Saved entries:

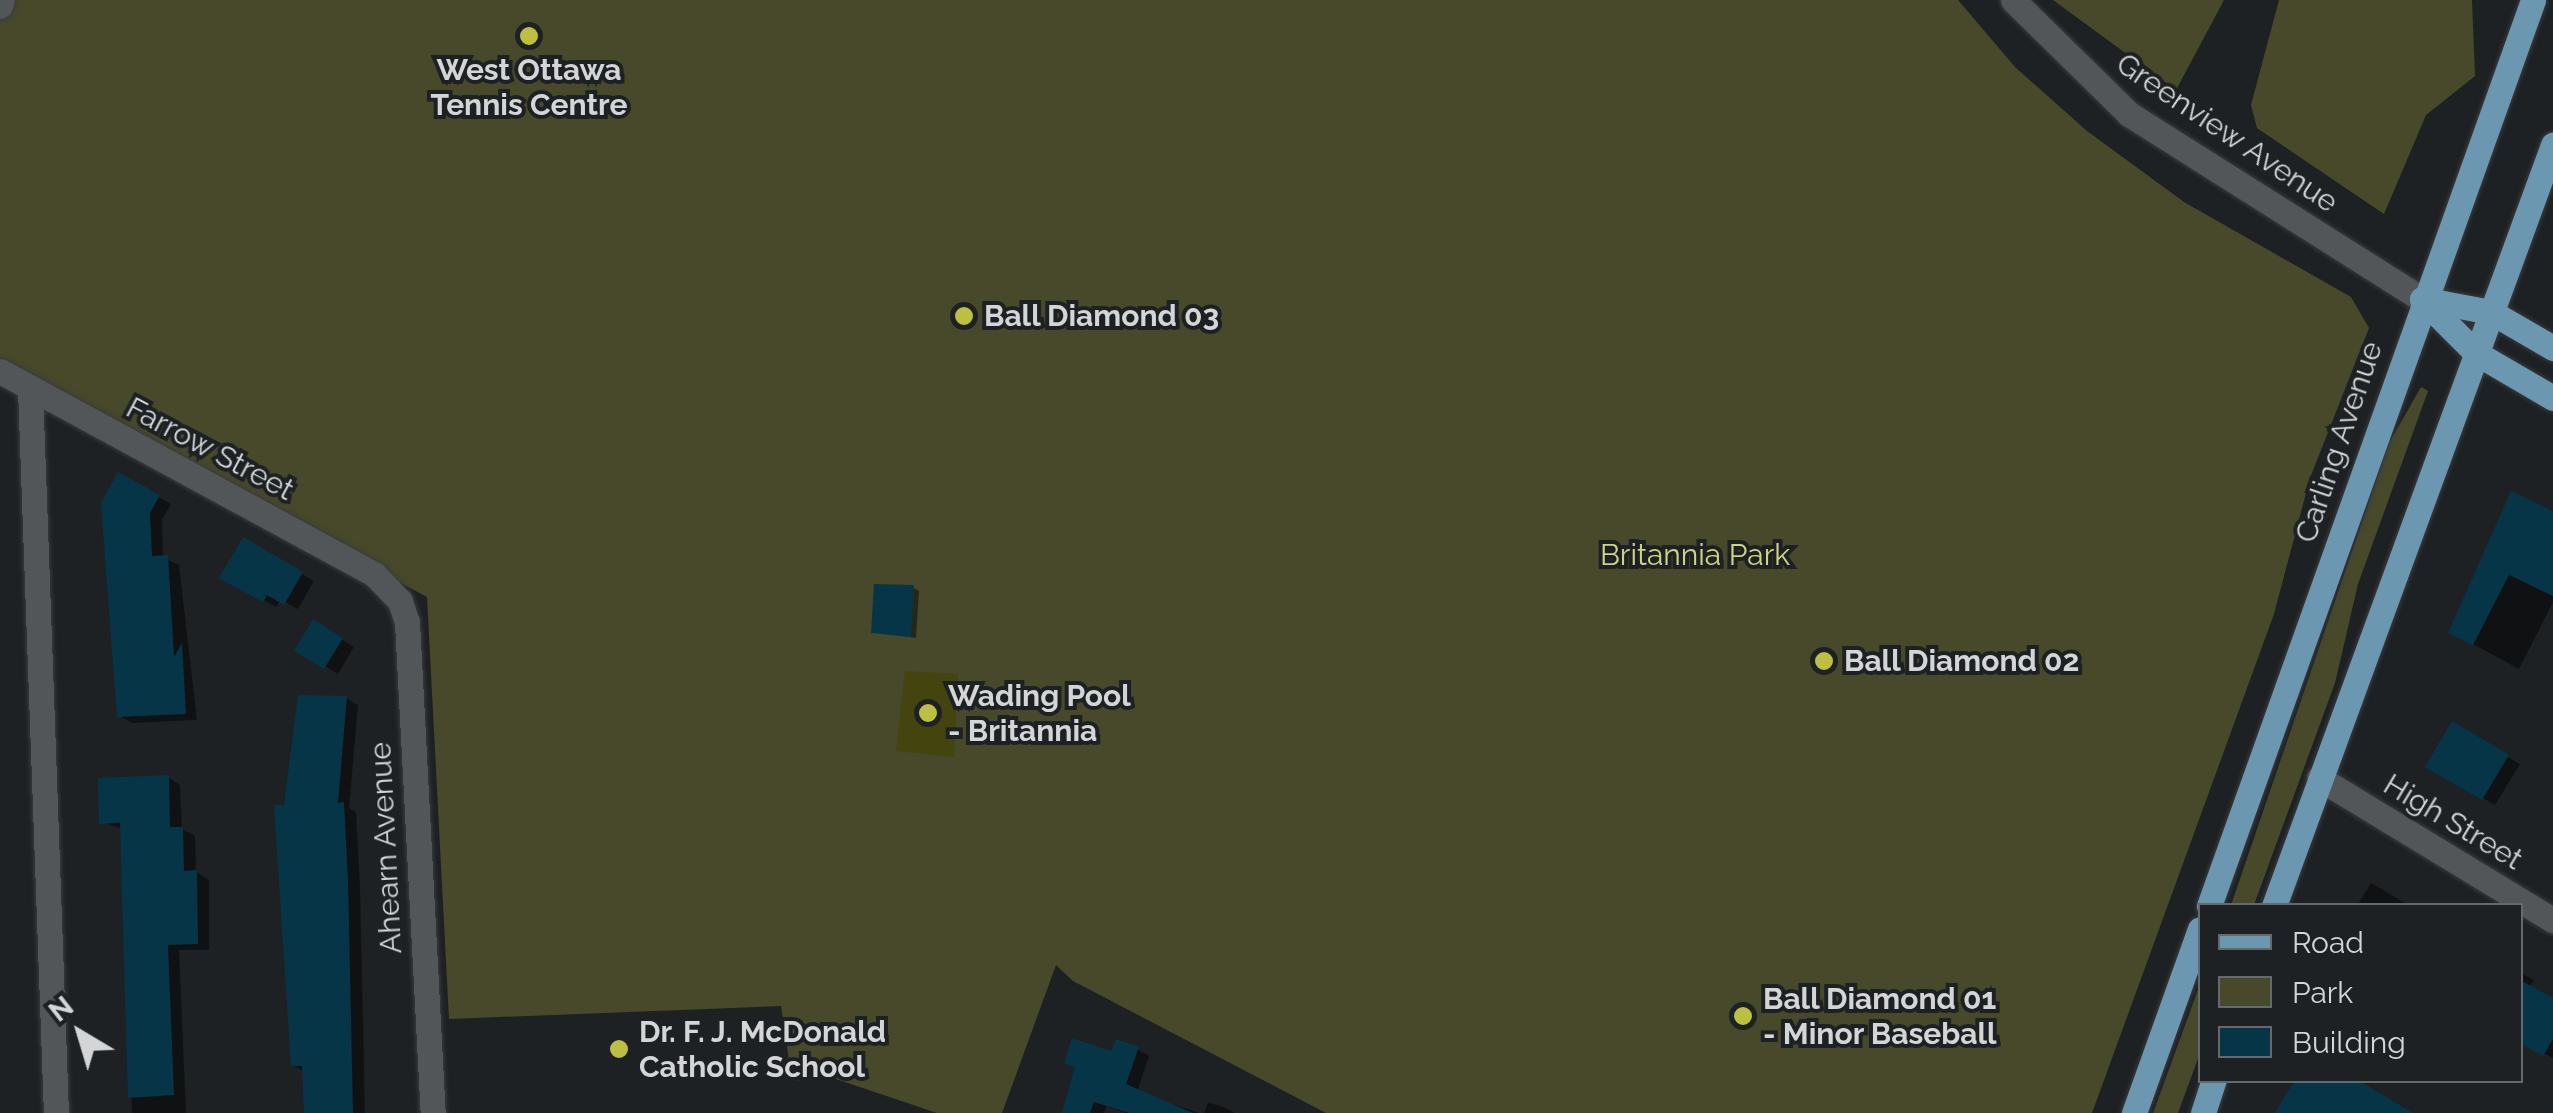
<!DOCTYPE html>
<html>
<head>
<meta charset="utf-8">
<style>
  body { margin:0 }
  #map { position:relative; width:2553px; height:1113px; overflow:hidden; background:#1e2123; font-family:Raleway,sans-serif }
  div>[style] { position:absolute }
  .green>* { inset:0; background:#48492b }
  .water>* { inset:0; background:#43440e }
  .shadow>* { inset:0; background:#0007 }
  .building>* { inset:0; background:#073548 }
  .roads { filter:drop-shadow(0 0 2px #393b3d) drop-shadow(0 0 2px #393b3d) }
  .minor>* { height:25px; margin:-12.5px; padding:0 12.5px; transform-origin:12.5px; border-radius:12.5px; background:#525659 }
  .major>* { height:25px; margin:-12.5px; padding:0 12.5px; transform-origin:12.5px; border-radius:12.5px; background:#6b98b0 }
  .dots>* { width:28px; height:28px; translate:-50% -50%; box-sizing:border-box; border:5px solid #1e2123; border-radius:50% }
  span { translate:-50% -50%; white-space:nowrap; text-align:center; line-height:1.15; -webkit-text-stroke:8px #1e2123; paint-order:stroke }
  .poi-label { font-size:30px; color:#d3d5d7; font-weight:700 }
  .left { translate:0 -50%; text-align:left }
  .street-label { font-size:30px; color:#d3d5d7 }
  .park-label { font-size:30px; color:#d0d383 }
  .legend { position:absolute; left:2198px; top:903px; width:325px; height:180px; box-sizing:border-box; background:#1e2123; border:2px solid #66696b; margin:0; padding:12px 18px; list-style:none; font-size:30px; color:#d3d5d7 }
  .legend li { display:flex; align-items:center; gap:20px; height:50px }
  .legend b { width:50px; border:2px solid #66696b }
  .north { position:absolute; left:30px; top:983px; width:100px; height:100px; -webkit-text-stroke:8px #1e2123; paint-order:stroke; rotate:322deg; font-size:28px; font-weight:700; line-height:40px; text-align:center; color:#d3d5d7 }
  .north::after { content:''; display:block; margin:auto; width:35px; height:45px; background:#d3d5d7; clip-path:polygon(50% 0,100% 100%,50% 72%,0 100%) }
</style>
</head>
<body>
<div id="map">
  <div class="green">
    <i style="clip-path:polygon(0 0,1958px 0,2015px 67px,2087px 131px,2184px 202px,2351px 297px,2369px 328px,2310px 478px,2274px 614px,2092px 1113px,1326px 1113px,1073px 981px,1056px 965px,1002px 1113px,937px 1113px,833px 1078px,792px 1081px,781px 1006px,449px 1019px,427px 597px,0 369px)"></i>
    <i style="clip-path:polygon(2053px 0,2224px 0,2176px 90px)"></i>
    <i style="clip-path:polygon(2279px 0,2472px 0,2475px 76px,2426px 115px,2384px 214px,2257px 128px,2251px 105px)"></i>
    <i style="clip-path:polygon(2421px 387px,2428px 391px,2358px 584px,2335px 683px,2254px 905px,2231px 905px,2389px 443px)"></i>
    <i style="clip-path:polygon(2200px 984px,2200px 1053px,2178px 1113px,2153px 1113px)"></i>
  </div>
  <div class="water">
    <i style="clip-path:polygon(905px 671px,958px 674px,954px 757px,896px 751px)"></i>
  </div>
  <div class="shadow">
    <i style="clip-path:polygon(119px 475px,171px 504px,162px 520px,163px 558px,179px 565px,197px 720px,132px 723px,120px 716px)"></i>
    <i style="clip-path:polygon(2553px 514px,2553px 602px,2519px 669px,2451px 632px)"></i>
    <i style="clip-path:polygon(244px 540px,314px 581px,298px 609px,281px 600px,276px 607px,223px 577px)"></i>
    <i style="clip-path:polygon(913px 588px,919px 591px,916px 638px,873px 632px)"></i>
    <i style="clip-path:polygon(314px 623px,354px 647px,338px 674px,298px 650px)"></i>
    <i style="clip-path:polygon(346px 698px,358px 705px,349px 808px,356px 812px,360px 887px,365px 1113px,307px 1113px,305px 1072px,293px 1065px,286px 807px)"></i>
    <i style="clip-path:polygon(2452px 725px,2520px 764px,2495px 805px,2428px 766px)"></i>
    <i style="clip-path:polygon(168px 777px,180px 785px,182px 829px,195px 836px,196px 872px,209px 880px,209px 950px,179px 950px,186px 1113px,132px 1113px,123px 829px,102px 822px)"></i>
    <i style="clip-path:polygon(2371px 883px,2383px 890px,2410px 906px,2357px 906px)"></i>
    <i style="clip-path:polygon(2520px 972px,2534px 980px,2529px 987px,2553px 1000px,2553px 1058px,2520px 1040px)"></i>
    <i style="clip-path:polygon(1137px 1049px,1149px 1056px,1137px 1092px,1199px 1113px,1125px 1113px,1107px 1106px,1104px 1113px,1088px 1113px,1113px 1054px)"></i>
    <i style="clip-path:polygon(1208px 1102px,1228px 1109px,1235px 1113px,1204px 1113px)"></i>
  </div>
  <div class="building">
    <i style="clip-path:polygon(118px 472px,160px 495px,150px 513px,152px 556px,168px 555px,174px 657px,182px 643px,186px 714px,117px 717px,101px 503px)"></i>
    <i style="clip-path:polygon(2511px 491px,2553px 511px,2553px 596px,2509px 575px,2473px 645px,2448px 633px)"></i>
    <i style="clip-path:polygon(243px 537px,303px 572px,284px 605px,267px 595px,263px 602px,219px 578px)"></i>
    <i style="clip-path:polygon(874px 584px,914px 585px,911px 637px,871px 633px)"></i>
    <i style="clip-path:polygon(313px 619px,343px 638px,324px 669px,294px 651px)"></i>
    <i style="clip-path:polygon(298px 695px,347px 696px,338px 803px,344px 802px,348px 879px,353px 1113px,304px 1113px,302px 1066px,291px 1066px,274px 805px,284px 805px)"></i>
    <i style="clip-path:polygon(2452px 721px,2509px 755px,2482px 800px,2425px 767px)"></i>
    <i style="clip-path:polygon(169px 775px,170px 827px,183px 827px,184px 871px,197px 870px,198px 944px,168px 945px,174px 1095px,128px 1098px,120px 823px,99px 824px,98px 778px)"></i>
    <i style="clip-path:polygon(2520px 980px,2553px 998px,2553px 1039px,2543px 1056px,2520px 1043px)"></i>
    <i style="clip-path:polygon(1072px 1038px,1111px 1051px,1116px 1039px,1139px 1047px,1126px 1084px,1193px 1113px,1129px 1113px,1094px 1102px,1090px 1113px,1062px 1113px,1075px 1067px,1064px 1063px)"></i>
    <i style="clip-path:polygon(2295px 1080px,2358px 1080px,2413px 1113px,2275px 1113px)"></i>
  </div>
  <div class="roads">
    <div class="minor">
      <i style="left:2013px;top:0;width:163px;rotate:44.5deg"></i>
      <i style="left:2129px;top:114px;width:347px;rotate:32.3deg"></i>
      <i style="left:0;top:6px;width:6px;rotate:-72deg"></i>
      <i style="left:0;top:371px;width:426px;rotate:28.5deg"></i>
      <i style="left:374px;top:574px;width:37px;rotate:46deg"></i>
      <i style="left:400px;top:601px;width:22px;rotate:72deg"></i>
      <i style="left:407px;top:622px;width:492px;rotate:87deg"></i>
      <i style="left:30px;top:388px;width:725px;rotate:87.95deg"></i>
      <i style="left:2319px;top:778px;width:274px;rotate:31.3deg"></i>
    </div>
    <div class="major">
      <i style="left:2422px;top:299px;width:76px;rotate:45deg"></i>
      <i style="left:2476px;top:353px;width:89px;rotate:30.3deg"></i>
      <i style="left:2422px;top:299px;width:70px;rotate:10.7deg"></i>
      <i style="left:2491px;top:312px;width:72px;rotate:30.1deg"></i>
      <i style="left:2209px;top:906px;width:962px;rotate:-70.32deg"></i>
      <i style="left:2274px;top:906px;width:811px;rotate:-69.87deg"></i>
      <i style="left:2134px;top:1113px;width:195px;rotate:-70.3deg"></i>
      <i style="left:2203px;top:1113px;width:35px;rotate:-72deg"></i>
    </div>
  </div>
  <div class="dots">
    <i style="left:529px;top:36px;background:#bdbf43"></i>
    <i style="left:964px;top:316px;background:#bdbf43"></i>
    <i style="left:1824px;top:661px;background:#bdbf43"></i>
    <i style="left:928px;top:713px;background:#bdbf43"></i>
    <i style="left:1743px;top:1016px;background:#bdbf43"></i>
    <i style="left:619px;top:1049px;background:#bdbf43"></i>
  </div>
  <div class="poi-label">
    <span style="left:529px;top:87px">West Ottawa<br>Tennis Centre</span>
    <span class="left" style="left:984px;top:316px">Ball Diamond 03</span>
    <span class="left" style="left:1844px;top:661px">Ball Diamond 02</span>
    <span class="left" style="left:948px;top:713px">Wading Pool<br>- Britannia</span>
    <span class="left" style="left:1763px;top:1016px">Ball Diamond 01<br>- Minor Baseball</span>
    <span class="left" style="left:639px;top:1049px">Dr. F. J. McDonald<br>Catholic School</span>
  </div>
  <div class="street-label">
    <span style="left:2227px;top:133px;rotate:34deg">Greenview Avenue</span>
    <span style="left:2339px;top:442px;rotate:-71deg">Carling Avenue</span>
    <span style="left:210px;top:449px;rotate:28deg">Farrow Street</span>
    <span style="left:2453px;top:822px;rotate:31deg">High Street</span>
    <span style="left:386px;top:848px;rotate:-93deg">Ahearn Avenue</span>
  </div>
  <div class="park-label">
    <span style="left:1695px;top:555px">Britannia Park</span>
  </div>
  <ul class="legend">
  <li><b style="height:12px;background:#6b98b0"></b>Road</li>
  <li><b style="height:28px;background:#48492b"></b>Park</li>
  <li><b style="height:28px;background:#073548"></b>Building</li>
  </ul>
  <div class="north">N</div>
</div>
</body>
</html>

How to complete this task: The lines from the top of the data above through the one holding "filter:drop-shadow(0 0 2px" are to be repeated exactly, and only those, with no pictures.

Finished exercise:
<!DOCTYPE html>
<html>
<head>
<meta charset="utf-8">
<style>
  body { margin:0 }
  #map { position:relative; width:2553px; height:1113px; overflow:hidden; background:#1e2123; font-family:Raleway,sans-serif }
  div>[style] { position:absolute }
  .green>* { inset:0; background:#48492b }
  .water>* { inset:0; background:#43440e }
  .shadow>* { inset:0; background:#0007 }
  .building>* { inset:0; background:#073548 }
  .roads { filter:drop-shadow(0 0 2px #393b3d) drop-shadow(0 0 2px #393b3d) }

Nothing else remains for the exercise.